Find out our latest reports in partnership with Bybit, listed below:

Daily Updates:

  • The week ahead on Wall Street is set to be busy, with markets reflecting the Federal Reserve’s fifirst-rateut since December 2024.  The spotlight now turns to Fed communication, with newly appointed Governor Stephen Miran speaking Monday and Chair Jerome Powell on Tuesday. Markets will be assessing how policymakers frame the path ahead following last week’s move.

  • The week’s most closely watched release comes Friday, when the core PCE index is expected to show a 0.3% monthly increase and a 2.9% annual pace—still above the Fed’s 2% goal.
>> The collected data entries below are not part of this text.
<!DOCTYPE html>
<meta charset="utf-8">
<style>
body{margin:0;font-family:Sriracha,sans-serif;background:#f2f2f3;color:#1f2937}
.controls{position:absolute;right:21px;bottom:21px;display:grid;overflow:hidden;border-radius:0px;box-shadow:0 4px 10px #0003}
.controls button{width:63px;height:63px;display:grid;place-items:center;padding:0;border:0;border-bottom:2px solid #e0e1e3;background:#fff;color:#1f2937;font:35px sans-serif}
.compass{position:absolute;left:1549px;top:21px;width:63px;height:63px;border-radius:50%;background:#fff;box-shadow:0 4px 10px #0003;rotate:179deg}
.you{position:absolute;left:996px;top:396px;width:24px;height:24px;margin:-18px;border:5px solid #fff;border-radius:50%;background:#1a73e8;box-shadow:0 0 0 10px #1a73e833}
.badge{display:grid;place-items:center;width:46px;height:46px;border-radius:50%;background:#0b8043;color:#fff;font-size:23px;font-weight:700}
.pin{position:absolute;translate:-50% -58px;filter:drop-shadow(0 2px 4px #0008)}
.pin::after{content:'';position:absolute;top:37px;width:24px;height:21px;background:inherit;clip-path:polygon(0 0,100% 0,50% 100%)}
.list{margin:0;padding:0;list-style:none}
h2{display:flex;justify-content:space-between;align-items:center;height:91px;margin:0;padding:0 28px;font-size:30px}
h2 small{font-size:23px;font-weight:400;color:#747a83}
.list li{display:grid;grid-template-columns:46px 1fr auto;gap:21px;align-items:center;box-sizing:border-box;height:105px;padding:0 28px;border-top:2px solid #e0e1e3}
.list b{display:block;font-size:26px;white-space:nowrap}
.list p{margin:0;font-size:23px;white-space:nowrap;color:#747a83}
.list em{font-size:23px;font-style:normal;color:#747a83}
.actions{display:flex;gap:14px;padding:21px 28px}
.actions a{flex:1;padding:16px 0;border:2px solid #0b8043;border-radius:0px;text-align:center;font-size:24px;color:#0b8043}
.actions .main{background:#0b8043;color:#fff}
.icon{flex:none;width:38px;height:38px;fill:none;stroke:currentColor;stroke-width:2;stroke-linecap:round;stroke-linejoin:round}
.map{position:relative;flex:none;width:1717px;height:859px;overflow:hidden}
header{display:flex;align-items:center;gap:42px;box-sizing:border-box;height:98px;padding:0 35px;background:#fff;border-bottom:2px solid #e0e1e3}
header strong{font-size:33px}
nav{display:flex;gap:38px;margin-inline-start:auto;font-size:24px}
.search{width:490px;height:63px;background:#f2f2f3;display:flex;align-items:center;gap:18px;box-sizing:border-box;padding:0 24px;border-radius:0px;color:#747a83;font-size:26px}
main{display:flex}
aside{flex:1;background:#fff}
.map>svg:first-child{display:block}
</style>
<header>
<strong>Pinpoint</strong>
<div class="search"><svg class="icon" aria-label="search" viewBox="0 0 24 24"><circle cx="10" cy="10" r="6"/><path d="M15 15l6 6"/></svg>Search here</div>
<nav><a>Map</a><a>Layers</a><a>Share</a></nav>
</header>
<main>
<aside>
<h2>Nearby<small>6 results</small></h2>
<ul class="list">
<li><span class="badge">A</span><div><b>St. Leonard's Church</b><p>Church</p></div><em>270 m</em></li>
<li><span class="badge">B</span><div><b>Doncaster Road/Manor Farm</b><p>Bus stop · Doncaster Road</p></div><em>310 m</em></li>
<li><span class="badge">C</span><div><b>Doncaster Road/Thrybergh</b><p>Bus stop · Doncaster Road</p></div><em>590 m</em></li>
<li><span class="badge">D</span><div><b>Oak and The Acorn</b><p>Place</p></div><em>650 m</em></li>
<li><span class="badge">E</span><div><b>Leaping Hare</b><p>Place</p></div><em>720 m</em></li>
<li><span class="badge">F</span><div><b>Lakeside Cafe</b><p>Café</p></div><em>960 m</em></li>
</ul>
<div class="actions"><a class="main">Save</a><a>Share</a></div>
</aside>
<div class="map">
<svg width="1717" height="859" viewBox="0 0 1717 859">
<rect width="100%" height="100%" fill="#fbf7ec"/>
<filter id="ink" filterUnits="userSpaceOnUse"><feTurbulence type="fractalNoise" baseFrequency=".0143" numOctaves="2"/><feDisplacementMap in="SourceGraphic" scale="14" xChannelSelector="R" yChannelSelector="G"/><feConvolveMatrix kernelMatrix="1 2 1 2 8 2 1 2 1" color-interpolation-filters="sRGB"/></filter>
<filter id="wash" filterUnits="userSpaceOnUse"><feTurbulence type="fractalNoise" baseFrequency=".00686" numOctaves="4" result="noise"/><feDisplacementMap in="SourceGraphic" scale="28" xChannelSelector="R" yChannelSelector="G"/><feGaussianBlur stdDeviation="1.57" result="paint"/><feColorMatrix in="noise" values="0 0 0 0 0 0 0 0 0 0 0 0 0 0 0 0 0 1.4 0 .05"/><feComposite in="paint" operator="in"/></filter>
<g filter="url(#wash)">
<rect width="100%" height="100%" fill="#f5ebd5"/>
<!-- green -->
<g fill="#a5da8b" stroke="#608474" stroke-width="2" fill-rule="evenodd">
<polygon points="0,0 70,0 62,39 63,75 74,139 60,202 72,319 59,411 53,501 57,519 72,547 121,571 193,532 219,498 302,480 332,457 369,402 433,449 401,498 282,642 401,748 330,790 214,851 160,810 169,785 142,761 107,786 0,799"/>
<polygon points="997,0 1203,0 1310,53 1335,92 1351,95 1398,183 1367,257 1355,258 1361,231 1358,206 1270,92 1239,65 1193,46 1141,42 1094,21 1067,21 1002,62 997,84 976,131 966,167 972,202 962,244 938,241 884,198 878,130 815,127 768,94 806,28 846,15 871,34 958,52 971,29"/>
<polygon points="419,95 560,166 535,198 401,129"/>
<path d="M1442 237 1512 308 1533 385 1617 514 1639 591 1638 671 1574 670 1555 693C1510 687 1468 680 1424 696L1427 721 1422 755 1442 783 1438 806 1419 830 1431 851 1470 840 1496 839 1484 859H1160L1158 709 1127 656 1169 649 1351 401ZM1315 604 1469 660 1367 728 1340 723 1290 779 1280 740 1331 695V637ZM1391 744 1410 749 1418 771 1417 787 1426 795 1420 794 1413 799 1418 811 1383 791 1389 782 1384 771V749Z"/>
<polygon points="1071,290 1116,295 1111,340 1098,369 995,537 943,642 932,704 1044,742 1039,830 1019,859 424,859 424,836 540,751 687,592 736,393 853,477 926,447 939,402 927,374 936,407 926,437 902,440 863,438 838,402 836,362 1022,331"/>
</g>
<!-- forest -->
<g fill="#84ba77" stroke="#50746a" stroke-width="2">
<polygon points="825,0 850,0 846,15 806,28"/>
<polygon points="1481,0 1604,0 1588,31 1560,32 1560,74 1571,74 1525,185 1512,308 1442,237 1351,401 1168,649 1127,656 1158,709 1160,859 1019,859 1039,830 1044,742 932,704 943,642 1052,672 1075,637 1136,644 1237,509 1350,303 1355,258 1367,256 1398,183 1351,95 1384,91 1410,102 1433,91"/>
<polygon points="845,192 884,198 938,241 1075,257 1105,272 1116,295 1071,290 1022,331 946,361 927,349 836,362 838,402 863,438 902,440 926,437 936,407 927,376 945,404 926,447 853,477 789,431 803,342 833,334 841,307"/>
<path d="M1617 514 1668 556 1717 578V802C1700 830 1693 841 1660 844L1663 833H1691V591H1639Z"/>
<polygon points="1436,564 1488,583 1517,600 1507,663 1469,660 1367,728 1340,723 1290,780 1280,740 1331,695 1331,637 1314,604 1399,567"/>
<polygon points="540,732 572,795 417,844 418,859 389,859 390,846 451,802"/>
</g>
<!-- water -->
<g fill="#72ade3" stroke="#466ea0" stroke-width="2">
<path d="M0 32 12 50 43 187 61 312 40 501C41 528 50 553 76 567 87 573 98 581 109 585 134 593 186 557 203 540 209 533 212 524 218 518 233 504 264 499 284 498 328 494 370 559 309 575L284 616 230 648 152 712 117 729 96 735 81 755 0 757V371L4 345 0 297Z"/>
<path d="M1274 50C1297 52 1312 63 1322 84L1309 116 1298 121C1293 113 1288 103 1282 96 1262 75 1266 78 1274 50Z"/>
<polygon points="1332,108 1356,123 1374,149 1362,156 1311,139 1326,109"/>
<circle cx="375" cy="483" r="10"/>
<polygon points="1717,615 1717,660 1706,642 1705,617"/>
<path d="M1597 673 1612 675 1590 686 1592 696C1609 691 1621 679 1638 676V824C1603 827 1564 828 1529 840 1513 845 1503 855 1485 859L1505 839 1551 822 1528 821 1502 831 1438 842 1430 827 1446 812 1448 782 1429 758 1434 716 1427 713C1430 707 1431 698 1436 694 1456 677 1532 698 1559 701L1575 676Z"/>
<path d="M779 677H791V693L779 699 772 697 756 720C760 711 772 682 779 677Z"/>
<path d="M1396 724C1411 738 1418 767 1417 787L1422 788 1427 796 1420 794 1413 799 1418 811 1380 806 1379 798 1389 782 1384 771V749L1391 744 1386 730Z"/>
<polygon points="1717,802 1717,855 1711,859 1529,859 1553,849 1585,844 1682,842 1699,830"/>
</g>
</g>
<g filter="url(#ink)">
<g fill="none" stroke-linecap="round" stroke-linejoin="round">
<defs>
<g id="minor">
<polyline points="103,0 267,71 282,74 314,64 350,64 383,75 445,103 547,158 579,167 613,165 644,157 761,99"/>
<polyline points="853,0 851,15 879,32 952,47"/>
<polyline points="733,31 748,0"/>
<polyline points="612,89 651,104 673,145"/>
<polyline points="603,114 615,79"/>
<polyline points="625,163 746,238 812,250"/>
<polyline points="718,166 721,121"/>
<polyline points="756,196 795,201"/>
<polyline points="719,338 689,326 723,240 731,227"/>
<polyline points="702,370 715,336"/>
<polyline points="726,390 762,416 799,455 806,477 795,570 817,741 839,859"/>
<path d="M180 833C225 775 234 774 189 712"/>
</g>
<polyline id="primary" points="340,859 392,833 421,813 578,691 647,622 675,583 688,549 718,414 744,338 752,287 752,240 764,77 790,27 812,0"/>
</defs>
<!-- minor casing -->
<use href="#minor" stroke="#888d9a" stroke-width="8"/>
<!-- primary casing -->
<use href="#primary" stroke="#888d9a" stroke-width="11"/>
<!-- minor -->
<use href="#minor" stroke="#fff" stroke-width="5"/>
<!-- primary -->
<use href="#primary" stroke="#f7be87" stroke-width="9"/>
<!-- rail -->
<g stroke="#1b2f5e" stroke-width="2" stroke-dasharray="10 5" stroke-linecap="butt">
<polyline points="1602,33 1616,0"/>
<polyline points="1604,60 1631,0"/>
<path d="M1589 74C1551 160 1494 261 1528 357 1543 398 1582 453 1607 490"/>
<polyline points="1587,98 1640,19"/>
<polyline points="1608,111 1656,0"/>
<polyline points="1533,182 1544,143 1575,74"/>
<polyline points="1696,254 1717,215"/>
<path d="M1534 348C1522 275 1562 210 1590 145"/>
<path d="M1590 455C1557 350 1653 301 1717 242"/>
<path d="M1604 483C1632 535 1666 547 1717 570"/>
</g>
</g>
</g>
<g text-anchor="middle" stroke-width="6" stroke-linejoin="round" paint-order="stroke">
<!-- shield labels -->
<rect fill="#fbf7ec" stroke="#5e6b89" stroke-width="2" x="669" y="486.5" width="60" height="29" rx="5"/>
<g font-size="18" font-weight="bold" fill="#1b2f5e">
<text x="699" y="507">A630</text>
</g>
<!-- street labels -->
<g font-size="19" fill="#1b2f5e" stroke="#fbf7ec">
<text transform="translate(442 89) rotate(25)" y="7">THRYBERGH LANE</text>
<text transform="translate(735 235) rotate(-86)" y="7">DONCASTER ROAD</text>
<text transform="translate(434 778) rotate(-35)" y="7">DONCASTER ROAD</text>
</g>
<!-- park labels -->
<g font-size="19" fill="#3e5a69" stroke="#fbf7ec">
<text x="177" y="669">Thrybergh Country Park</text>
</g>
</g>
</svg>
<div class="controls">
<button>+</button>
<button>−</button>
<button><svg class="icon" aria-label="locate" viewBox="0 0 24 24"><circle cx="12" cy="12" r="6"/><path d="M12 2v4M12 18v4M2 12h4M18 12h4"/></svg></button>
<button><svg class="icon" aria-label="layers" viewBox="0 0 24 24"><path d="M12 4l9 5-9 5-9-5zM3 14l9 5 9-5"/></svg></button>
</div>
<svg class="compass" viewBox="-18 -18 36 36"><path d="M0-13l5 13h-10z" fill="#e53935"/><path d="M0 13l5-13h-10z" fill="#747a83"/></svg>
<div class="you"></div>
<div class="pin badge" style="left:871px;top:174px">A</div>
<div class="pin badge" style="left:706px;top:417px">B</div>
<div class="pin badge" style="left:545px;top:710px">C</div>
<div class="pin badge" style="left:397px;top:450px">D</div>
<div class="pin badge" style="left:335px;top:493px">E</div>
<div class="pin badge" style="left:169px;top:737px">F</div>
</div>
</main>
The University of Michigan’s consumer sentiment survey and fresh mortgage rate data, with borrowing costs near one-year lows, will provide additional context on household conditions.

  • As of Monday morning, the cryptocurrency market is experiencing a notable downturn.
  • BTC has fallen to $112.4K, down approximately 2.35% in the past 24h. ETH is trading at $4.1K, reflecting a 6% decrease.  
  • XRP has declined to $2.8. A 5.4% drop, while SOL is at $220, down almost 7%.
  • Bitcoin had risen to nearly $118,000 earlier in the week after the Federal Reserve cut rates by 25 basis points, but that rally faded some days later after the announcement.

  • Short-dated volatility rallied once again, pushing ETH one-week IV to a high of 67% and BTC to 33%. Despite the inversion in ETH’s term structure (as one-week tenor at-the-money implied volatility traded above the level of longer-dated tenors), BTC’s remained flat in a repeat of the pattern that we have seen in each ETH inversion since Q1 2025.
  • The sudden move lower overnight has taken BTC put-call skew back to Friday’s bearish levels (now 5% in favour of puts at a one week tenor) – it’s taken ETH skew even further into bearish territory (a skew of 6.5% towards puts at a one week tenor).
  • The newly bearish sentiment has impacted funding rates, with a premium now paid by short positions. This is in contrast to the consistent bearish positioning in options markets last week, which had not been matched by similarly bearish positioning in perpetual swap positions.